» **Task brief**
Every line below between the one holding "height:20px; margin:-10px; padding:0" and the one holding "width:16px; height:16px; translate:-50%", inclusive, should be copied exactly, and no other line.

(Dataset entries)
----------
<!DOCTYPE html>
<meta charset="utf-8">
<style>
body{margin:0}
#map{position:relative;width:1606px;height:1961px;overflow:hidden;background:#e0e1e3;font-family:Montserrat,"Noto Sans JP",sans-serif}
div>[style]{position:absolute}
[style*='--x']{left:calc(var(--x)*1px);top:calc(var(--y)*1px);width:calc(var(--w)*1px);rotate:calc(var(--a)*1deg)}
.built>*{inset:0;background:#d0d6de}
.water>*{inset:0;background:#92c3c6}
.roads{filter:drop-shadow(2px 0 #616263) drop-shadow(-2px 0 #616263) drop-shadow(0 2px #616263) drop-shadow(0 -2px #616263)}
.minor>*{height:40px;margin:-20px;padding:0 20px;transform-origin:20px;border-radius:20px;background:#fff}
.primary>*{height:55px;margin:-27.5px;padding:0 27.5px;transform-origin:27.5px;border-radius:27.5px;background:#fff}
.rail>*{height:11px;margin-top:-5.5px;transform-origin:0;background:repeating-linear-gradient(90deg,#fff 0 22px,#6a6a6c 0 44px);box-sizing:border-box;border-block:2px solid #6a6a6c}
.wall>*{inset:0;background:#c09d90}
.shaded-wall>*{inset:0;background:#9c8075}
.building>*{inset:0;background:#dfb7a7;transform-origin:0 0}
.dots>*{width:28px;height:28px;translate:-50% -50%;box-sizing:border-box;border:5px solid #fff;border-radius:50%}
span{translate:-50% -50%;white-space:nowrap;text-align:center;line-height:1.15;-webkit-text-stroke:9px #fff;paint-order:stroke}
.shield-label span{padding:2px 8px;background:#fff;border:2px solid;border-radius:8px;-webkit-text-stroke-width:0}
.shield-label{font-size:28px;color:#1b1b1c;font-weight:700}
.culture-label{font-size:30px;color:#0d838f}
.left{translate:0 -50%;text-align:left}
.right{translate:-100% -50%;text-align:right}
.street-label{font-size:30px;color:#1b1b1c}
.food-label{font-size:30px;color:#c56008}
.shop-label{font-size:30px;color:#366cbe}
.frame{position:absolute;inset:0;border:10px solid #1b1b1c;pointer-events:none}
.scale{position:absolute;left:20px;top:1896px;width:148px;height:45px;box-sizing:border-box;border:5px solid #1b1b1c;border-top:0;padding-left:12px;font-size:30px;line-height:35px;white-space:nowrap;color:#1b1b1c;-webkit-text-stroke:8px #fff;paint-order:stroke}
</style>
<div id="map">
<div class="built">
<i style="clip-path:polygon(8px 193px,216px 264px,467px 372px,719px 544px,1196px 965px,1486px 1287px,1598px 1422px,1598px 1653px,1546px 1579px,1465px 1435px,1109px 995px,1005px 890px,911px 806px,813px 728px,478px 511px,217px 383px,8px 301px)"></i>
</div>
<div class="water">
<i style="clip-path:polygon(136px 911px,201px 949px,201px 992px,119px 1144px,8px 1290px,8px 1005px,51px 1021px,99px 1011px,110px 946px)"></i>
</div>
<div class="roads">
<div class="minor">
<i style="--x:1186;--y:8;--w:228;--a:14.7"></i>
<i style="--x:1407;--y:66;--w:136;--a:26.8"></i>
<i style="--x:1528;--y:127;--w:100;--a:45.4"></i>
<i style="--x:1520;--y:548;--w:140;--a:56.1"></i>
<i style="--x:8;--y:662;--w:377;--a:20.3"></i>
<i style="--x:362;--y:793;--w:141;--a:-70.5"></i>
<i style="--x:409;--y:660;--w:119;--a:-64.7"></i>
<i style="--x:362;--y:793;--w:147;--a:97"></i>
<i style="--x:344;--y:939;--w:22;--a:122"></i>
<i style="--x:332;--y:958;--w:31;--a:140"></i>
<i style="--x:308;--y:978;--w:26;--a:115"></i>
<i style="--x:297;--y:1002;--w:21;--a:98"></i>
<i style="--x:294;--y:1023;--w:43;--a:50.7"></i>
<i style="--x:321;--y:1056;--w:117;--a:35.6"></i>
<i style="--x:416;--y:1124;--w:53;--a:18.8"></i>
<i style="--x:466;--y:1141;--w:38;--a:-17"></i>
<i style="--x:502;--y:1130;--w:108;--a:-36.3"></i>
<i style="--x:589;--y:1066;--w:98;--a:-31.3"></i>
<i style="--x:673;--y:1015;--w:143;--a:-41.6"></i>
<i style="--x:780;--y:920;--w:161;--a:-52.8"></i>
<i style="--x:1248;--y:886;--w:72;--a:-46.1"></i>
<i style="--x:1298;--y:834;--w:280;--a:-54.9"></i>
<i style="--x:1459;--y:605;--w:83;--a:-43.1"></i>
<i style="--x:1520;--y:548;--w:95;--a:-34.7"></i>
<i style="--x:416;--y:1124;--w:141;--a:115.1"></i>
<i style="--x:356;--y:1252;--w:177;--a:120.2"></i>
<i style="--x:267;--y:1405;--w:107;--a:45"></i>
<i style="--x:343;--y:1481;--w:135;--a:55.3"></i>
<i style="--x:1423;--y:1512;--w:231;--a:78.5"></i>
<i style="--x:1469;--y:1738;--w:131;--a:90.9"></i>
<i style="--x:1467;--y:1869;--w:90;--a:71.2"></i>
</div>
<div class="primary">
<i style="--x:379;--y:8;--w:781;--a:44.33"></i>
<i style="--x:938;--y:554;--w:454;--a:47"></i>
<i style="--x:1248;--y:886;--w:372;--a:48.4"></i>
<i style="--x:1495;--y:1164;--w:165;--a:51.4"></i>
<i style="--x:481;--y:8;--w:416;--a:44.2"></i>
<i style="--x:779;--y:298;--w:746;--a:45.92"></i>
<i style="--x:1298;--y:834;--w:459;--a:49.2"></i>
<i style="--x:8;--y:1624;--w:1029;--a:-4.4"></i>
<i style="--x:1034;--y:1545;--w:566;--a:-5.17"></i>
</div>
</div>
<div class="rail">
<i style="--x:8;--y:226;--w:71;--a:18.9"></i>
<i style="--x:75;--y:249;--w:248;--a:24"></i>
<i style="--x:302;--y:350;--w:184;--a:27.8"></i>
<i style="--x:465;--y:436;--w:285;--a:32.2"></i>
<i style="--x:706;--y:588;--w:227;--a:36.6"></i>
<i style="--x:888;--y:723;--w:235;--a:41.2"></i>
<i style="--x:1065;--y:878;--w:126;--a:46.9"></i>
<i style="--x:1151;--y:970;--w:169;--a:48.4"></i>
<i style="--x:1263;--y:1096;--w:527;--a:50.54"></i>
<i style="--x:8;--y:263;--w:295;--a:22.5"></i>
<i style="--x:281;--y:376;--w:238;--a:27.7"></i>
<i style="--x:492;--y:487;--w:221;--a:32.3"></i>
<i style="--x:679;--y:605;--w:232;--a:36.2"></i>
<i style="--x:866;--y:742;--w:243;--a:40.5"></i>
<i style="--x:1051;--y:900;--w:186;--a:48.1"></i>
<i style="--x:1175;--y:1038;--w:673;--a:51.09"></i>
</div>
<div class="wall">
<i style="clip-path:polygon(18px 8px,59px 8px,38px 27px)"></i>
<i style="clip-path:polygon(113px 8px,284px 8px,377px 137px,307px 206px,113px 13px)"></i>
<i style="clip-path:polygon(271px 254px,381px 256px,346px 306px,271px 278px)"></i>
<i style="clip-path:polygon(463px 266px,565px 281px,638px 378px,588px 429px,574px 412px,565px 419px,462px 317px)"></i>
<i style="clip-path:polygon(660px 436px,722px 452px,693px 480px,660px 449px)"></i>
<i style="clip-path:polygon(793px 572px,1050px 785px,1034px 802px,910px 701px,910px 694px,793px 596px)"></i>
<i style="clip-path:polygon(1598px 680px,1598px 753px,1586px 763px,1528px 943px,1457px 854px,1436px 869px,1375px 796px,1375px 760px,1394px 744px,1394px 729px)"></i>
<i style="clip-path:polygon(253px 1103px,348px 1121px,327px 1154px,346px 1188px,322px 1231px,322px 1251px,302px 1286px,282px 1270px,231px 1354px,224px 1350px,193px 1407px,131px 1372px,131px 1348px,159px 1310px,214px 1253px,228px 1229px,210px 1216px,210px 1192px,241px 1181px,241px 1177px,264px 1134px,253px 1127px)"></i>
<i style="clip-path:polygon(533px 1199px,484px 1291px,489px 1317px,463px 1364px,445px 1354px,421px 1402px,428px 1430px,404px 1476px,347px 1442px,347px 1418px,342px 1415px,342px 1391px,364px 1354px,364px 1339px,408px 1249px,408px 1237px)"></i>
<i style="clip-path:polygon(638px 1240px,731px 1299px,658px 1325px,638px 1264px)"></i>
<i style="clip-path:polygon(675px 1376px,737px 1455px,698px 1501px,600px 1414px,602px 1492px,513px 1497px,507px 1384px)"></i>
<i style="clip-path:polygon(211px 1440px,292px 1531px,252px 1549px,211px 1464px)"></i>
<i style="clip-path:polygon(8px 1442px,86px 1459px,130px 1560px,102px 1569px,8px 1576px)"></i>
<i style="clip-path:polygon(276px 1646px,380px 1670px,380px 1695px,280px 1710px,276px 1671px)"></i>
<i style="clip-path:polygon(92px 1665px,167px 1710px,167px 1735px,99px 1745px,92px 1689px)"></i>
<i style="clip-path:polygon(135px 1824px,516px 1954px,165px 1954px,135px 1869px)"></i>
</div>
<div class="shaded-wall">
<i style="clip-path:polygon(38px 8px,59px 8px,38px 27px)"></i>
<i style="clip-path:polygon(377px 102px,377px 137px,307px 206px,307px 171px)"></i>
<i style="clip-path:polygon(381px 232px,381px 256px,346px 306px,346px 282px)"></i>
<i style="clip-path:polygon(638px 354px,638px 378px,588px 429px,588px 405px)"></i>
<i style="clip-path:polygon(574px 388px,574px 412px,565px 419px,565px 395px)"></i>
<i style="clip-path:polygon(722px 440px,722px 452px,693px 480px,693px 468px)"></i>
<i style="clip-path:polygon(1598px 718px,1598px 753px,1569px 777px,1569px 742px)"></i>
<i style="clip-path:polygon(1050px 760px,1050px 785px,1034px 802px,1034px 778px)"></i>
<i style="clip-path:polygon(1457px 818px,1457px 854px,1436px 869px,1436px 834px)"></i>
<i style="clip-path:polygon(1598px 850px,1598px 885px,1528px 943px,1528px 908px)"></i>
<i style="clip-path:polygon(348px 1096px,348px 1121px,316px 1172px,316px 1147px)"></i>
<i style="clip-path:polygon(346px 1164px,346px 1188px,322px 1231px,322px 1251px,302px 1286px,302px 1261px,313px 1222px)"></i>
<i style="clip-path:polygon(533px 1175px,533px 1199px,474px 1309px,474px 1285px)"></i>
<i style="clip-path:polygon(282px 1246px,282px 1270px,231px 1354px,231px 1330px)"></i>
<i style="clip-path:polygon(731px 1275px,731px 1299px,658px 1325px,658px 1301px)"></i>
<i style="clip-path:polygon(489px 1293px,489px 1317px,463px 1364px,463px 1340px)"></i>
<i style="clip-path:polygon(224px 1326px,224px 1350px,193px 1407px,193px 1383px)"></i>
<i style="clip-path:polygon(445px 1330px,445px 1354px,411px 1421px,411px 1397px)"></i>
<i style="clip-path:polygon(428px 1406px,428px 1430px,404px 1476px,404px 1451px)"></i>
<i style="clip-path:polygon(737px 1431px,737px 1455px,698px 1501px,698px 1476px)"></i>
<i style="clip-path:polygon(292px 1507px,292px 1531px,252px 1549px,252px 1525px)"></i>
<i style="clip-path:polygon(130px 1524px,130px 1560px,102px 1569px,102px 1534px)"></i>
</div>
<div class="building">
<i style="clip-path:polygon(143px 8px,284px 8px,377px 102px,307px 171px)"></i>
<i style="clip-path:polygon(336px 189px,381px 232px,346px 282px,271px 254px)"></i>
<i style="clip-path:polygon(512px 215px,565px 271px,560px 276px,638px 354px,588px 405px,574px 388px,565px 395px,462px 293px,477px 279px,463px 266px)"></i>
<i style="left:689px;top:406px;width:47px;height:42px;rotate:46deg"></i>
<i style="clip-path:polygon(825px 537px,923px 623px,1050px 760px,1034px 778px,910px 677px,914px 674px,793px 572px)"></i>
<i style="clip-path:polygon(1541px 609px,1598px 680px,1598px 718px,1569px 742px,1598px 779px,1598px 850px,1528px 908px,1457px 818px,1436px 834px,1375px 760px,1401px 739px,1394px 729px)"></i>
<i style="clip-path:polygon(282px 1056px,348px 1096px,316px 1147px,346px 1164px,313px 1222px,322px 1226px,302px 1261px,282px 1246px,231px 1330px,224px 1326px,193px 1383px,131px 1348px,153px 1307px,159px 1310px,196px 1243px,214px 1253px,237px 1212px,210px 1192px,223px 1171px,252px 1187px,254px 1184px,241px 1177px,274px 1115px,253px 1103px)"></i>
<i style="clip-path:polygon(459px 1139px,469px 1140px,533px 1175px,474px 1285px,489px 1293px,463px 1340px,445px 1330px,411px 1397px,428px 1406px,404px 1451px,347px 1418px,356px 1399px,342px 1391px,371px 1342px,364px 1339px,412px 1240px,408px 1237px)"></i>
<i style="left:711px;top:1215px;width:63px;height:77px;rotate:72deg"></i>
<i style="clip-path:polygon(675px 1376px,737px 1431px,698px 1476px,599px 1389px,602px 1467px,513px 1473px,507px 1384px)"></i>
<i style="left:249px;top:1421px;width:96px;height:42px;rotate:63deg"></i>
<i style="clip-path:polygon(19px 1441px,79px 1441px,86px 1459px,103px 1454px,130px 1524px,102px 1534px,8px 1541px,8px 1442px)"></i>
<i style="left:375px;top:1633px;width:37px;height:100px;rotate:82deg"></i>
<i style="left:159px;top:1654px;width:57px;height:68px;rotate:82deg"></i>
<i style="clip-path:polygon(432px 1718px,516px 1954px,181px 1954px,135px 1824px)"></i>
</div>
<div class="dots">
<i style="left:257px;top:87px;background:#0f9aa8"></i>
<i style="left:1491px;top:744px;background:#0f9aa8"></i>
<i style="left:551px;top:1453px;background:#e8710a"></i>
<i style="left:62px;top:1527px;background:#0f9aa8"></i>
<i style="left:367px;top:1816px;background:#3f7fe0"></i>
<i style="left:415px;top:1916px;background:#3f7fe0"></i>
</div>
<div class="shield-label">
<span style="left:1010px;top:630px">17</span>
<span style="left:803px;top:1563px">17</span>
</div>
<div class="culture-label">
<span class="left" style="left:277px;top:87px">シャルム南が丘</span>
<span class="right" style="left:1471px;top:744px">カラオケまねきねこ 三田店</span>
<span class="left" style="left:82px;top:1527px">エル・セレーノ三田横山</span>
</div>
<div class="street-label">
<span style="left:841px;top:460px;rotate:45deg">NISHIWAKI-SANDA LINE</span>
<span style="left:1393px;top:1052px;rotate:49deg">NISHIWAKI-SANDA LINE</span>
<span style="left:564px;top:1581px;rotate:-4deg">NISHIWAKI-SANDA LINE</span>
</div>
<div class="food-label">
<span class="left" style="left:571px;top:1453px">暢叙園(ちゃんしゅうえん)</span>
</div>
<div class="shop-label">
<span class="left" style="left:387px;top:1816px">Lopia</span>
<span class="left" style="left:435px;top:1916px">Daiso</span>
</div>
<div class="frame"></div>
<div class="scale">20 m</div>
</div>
----------
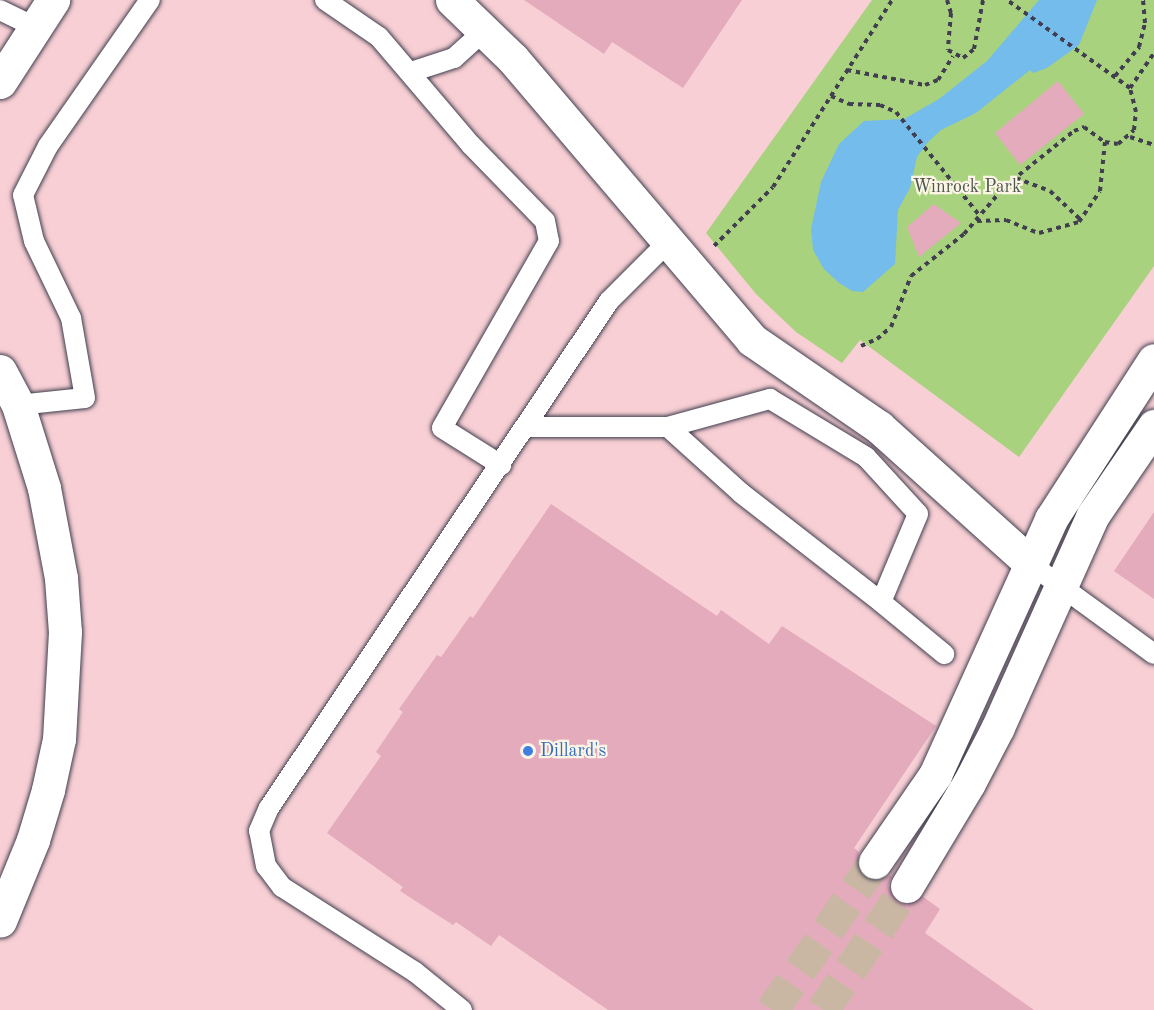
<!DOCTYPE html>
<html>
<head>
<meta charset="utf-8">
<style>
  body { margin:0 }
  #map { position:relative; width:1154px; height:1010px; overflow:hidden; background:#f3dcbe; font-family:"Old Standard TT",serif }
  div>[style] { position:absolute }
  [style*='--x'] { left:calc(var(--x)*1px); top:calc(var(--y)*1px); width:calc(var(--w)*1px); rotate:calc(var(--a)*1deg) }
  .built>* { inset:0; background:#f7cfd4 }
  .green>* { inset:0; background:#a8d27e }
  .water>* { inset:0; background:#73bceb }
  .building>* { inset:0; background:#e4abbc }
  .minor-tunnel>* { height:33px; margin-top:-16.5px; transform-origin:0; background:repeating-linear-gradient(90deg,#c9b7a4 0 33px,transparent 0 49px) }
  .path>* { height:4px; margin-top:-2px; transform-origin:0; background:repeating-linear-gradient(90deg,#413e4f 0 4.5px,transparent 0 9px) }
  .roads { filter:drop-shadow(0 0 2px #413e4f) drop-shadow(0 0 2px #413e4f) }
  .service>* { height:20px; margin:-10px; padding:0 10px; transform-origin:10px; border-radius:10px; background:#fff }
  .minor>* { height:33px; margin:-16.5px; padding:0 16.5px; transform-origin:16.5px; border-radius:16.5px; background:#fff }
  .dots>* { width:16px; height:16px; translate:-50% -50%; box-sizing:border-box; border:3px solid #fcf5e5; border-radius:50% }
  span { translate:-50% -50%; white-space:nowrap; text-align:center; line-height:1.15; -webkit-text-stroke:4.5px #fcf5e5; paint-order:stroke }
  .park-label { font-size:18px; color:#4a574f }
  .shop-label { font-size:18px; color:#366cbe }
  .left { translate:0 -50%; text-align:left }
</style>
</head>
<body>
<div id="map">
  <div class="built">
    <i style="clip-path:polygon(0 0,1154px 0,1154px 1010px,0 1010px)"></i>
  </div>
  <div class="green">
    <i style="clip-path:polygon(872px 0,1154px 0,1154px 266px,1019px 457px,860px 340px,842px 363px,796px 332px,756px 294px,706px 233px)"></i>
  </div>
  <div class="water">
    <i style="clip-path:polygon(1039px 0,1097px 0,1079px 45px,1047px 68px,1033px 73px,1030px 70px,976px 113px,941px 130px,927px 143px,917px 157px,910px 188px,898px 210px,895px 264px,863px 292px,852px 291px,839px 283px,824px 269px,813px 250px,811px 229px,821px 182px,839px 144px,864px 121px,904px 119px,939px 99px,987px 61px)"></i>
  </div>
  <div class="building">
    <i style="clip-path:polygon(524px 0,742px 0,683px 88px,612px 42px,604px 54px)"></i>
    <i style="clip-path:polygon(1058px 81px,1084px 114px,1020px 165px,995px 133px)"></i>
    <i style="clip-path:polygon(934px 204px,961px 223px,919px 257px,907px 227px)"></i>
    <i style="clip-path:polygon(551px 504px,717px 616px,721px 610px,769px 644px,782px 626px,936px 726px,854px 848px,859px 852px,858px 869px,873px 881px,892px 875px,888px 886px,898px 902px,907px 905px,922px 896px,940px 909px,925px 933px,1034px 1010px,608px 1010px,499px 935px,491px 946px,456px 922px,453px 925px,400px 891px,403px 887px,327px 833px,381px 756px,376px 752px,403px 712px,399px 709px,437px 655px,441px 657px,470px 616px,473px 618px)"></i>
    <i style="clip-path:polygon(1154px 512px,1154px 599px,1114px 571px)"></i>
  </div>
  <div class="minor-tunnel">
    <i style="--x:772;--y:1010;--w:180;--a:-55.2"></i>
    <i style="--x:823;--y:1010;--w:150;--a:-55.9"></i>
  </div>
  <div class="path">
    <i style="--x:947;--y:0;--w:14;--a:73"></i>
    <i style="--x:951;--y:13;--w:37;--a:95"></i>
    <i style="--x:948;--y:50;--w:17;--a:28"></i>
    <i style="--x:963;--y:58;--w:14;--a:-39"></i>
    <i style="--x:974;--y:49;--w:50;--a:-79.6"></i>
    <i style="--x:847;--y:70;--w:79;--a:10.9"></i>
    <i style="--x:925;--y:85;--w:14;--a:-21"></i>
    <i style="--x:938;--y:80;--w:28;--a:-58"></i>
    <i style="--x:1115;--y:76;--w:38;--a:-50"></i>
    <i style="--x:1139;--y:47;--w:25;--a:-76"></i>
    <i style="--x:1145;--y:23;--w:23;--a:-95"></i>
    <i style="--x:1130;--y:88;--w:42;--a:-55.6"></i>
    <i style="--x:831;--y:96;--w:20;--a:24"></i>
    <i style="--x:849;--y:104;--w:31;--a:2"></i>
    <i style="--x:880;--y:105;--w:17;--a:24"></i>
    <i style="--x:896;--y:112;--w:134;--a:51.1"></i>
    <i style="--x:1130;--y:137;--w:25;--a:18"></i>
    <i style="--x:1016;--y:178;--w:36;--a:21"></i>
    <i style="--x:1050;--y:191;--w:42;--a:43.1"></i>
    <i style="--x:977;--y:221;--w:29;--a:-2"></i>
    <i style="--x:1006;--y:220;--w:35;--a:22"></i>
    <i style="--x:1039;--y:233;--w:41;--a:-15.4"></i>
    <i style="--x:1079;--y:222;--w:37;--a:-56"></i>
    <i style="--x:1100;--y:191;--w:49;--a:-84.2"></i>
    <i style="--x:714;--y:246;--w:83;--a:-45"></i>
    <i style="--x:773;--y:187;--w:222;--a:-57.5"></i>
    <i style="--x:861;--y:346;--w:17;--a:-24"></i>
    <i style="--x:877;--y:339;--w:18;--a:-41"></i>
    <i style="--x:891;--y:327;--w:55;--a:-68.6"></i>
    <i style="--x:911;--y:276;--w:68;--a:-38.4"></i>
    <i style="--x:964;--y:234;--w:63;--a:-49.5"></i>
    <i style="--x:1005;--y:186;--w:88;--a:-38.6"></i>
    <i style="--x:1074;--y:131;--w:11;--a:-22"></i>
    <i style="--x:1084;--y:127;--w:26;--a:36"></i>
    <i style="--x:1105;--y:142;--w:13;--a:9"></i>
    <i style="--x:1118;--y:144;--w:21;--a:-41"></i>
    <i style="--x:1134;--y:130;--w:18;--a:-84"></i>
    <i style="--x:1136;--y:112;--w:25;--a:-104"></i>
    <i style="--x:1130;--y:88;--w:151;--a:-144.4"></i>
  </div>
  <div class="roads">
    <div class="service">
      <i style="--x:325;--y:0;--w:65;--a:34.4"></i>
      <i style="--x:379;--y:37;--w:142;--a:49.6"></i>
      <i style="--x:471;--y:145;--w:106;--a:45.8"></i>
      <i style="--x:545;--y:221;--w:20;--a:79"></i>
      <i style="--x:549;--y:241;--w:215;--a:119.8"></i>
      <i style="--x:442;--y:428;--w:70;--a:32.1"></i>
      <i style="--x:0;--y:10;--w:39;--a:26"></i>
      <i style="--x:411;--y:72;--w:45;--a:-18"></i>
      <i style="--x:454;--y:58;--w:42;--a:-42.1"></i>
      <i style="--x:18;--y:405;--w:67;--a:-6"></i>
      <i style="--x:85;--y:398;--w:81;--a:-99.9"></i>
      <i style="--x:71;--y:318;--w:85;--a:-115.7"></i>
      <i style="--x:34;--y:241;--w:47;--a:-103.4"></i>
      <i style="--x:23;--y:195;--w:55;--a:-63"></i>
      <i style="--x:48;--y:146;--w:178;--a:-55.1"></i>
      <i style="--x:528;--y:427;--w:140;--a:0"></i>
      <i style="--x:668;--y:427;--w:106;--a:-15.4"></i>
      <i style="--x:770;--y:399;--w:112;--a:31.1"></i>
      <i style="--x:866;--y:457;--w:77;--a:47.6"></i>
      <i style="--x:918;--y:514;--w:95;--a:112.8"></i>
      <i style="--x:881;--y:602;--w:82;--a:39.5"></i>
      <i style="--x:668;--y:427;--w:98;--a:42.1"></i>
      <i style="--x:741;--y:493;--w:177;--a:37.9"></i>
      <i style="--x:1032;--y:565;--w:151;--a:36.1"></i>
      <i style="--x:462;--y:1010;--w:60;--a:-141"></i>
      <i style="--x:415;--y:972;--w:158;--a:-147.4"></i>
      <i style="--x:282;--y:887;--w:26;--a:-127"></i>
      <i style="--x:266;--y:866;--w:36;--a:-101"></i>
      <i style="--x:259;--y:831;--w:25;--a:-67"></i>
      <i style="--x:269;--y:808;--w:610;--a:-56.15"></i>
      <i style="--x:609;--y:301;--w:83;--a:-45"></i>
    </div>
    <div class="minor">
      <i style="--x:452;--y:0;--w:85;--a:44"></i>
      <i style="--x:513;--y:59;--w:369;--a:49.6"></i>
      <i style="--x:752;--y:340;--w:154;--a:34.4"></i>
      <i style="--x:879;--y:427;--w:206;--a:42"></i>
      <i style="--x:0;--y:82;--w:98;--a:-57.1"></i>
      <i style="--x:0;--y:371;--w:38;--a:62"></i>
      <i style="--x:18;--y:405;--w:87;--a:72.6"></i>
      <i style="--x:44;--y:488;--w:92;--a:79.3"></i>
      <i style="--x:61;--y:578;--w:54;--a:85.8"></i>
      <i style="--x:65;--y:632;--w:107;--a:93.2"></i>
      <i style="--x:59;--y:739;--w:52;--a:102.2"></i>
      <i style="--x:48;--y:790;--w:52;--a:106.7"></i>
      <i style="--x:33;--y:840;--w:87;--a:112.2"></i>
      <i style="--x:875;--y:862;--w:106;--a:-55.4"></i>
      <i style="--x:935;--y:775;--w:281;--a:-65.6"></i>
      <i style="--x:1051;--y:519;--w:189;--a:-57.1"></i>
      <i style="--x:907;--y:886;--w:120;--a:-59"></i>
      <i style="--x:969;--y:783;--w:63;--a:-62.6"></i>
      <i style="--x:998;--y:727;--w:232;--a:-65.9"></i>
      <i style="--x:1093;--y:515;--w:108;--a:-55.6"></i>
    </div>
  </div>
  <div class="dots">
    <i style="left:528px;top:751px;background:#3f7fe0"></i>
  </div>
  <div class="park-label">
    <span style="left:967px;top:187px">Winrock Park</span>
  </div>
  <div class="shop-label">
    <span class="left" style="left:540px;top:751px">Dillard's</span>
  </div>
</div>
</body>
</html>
----------
» **Answer area**
  .service>* { height:20px; margin:-10px; padding:0 10px; transform-origin:10px; border-radius:10px; background:#fff }
  .minor>* { height:33px; margin:-16.5px; padding:0 16.5px; transform-origin:16.5px; border-radius:16.5px; background:#fff }
  .dots>* { width:16px; height:16px; translate:-50% -50%; box-sizing:border-box; border:3px solid #fcf5e5; border-radius:50% }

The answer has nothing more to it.